The Court went on to find that the termination clause was not ambiguous and that nothing in the Quebec Civil Code prohibits such a contract of affiliation from having effects that could be perpetual. Nor was there any basis for concluding that such contracts are contrary to public order. The Court noted that Uniprix was unable to identify the fundamental values that would be undermined by a perpetual contract, and more specifically, by its contract of affiliation with the member pharmacists.

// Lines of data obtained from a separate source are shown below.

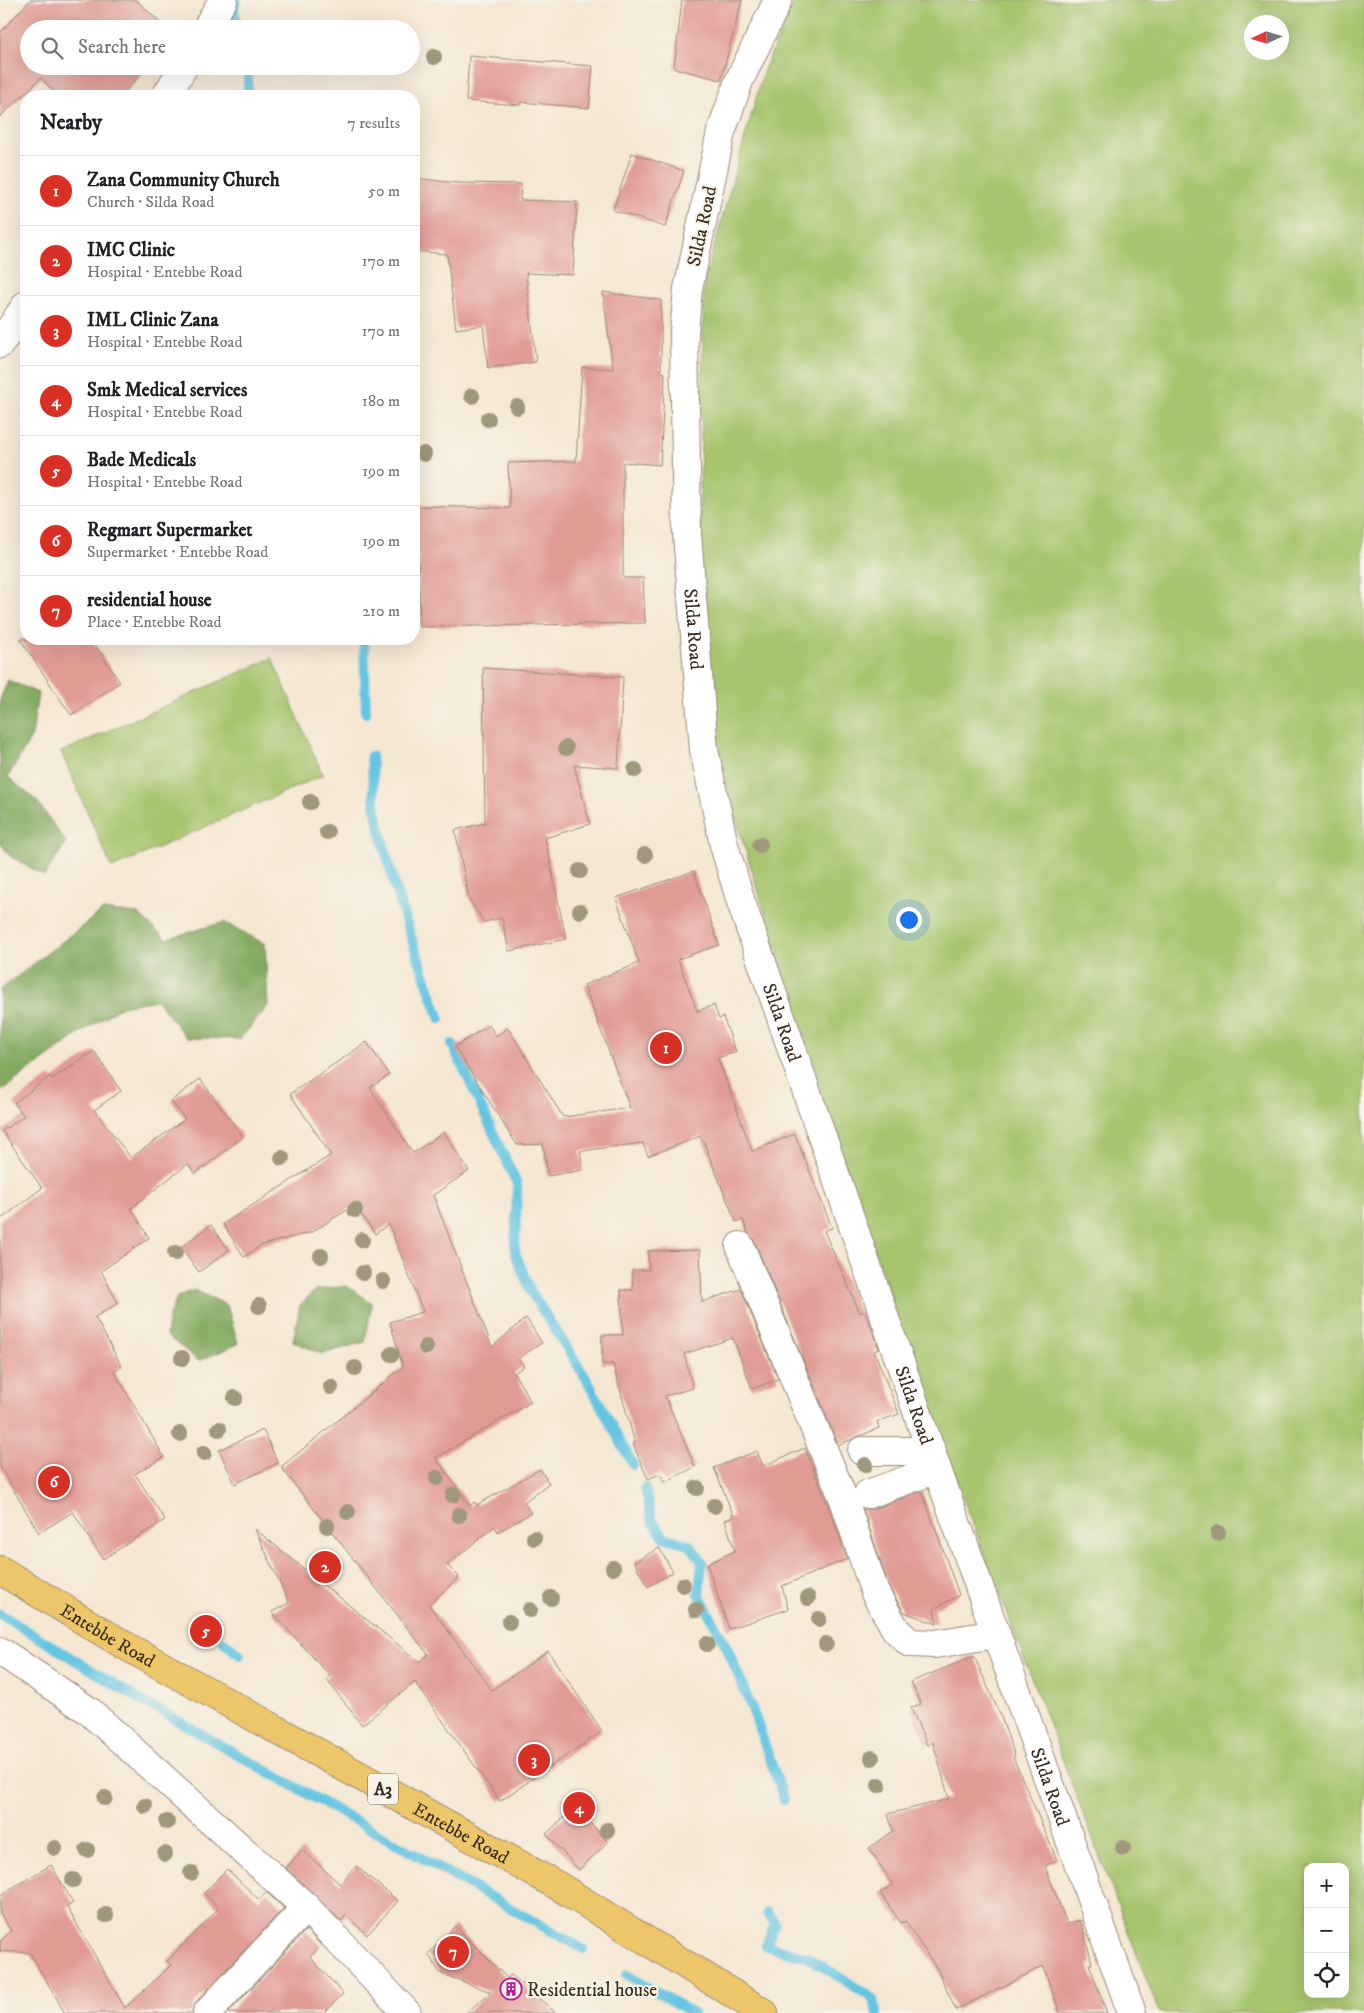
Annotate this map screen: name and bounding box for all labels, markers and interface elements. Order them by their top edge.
north arrow [1244,15,1289,60]
search box [20,20,420,75]
icon: search [38,34,66,62]
text: Search here [78,36,166,59]
text: Nearby [40,110,102,136]
text: 7 results [347,113,400,133]
text: Zana Community Church [87,169,280,192]
text: 1 [53,181,59,201]
text: 50 m [368,181,400,201]
street label: Silda Road [683,184,722,269]
text: Church · Silda Road [87,192,214,212]
text: IMC Clinic [87,239,175,262]
text: 2 [52,251,60,271]
text: 170 m [362,251,400,271]
text: Hospital · Entebbe Road [87,262,242,282]
text: IML Clinic Zana [87,309,219,332]
text: 3 [53,321,59,341]
text: 170 m [362,321,400,341]
text: Hospital · Entebbe Road [87,332,242,352]
text: Smk Medical services [87,379,247,402]
text: 4 [51,391,61,411]
text: 180 m [362,391,400,411]
text: Hospital · Entebbe Road [87,402,242,422]
text: Bade Medicals [87,449,196,472]
text: 5 [52,461,60,481]
text: 190 m [362,461,400,481]
text: Hospital · Entebbe Road [87,472,242,492]
text: Regmart Supermarket [87,519,252,542]
text: 6 [52,531,60,551]
text: 190 m [362,531,400,551]
text: Supermarket · Entebbe Road [87,542,268,562]
street label: Silda Road [678,588,708,671]
text: residential house [87,589,212,612]
text: 7 [52,601,60,621]
text: 210 m [362,601,400,621]
text: Place · Entebbe Road [87,612,222,632]
your location [896,907,922,933]
street label: Silda Road [757,980,805,1065]
pin: 1 [650,1029,682,1067]
street label: Silda Road [889,1363,938,1448]
pin: 6 [38,1463,70,1501]
pin: 2 [309,1548,341,1586]
street label: Entebbe Road [56,1599,159,1673]
pin: 5 [190,1612,222,1650]
pin: 3 [518,1741,550,1779]
street label: Silda Road [1025,1745,1074,1830]
road number: A3 [368,1774,398,1805]
pin: 4 [563,1789,595,1827]
street label: Entebbe Road [409,1798,513,1870]
map controls [1304,1863,1349,1998]
button: + [1304,1863,1349,1908]
button: − [1304,1908,1349,1953]
pin: 7 [437,1933,469,1971]
button: locate [1304,1953,1349,1998]
building icon: Residential house [499,1977,523,2001]
place label: Residential house [527,1979,657,2002]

At paragraph 91 the Court commented on when perpetual contacts may offend public order:

We agree that there are circumstances in which the imposition of perpetual obligations could offend public order. For example, the protection of individual freedom and fundamental rights is one of our fundamental societal values. It is why the legislature has limited the term of contracts of employment: to preserve the freedom of employees (Baudouin and Jobin, at No. 441; Asphalte Desjardins inc. v. Québec (Commission des normes du travail)2013 QCCA 484, at para. 50 (CanLII); reversed on appeal, but not on this point: 2014 SCC 51 (CanLII), [2014] 2 S.C.R. 514). For contracts whose attributes have not been regulated by the legislature, it is also necessary to [translation] “reconcile two principles, autonomy of the will and freedom of the person — especially that of natural persons” (Lluelles and Moore, at No. 2154). It follows that it would likely be contrary to public order to impose in perpetuity obligations whose nature is such as to affect an individual’s person and freedom (ibid., at No. 2156).

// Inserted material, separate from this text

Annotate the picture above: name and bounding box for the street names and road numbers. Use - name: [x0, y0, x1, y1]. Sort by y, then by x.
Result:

The Court also rejected the argument that an express stipulation is required in order to give effect to the term of the contract whose effects could be perpetual. The Court added at paragraph 72:

 In Quebec civil law, the fundamental principle of consensualism prevails unless a “particular or solemn form is required as a necessary condition for the formation of a contract” (art. 1414 C.C.Q.). As Professors Baudouin and Jobin point out, [translation] “a contractual obligation arises from the meeting of two minds and does not have to be expressed in a particular form prescribed by law in order for the contract to be valid” (No. 90). The problem raised by the possibility of the contract having perpetual effect must be resolved not by taking a formalistic approach, but by analyzing the common intention of the parties having regard to the provisions of the Code and to public order. Once this common intention has been identified, it does not matter whether the possibly perpetual effects of the contract result from an express stipulation. In our opinion, the metaphor our colleague employs in this regard (at para. 167) seems inappropriate. While it is true that the Code requires the observance of formalities, on pain of nullity, for the exchange of marriage vows (arts. 365 to 377 and 380 C.C.Q.Rules respecting the solemnization of civil marriages and civil unions, CQLR, c. CCQ, r. 3), it does not do so for an innominate commercial contract of affiliation entered into by sophisticated parties.

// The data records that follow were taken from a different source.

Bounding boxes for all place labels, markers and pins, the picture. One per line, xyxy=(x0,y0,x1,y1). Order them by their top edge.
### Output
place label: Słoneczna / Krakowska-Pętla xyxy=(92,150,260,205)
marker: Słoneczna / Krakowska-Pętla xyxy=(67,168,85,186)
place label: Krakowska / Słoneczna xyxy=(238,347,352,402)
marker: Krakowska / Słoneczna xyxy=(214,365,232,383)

The majority of the Supreme Court of Canada dismissed Uniprix’s appeal. The minority found that the contract was indeterminate. As such, the parties would be able to terminate the contract on reasonable notice.

Lesson learned: Clarity is required in drafting contracts to ensure that a party has an avenue for exit unless that is the intention of the parties and it should be clearly set out.

The last paragraph of the dissent decision of the Supreme Court of Canada, delivered by Justice Cote is apt:


 I acknowledge that the civil law’s workings in this case are somewhat complex. But, as always, its underlying rationale is simple. A court should not forever wed two parties in an unhappy marriage where only one of them has an avenue for exit, in the absence of express vows to that effect. In other words, in characterizing the term of a contract, perpetuity should not be inferred.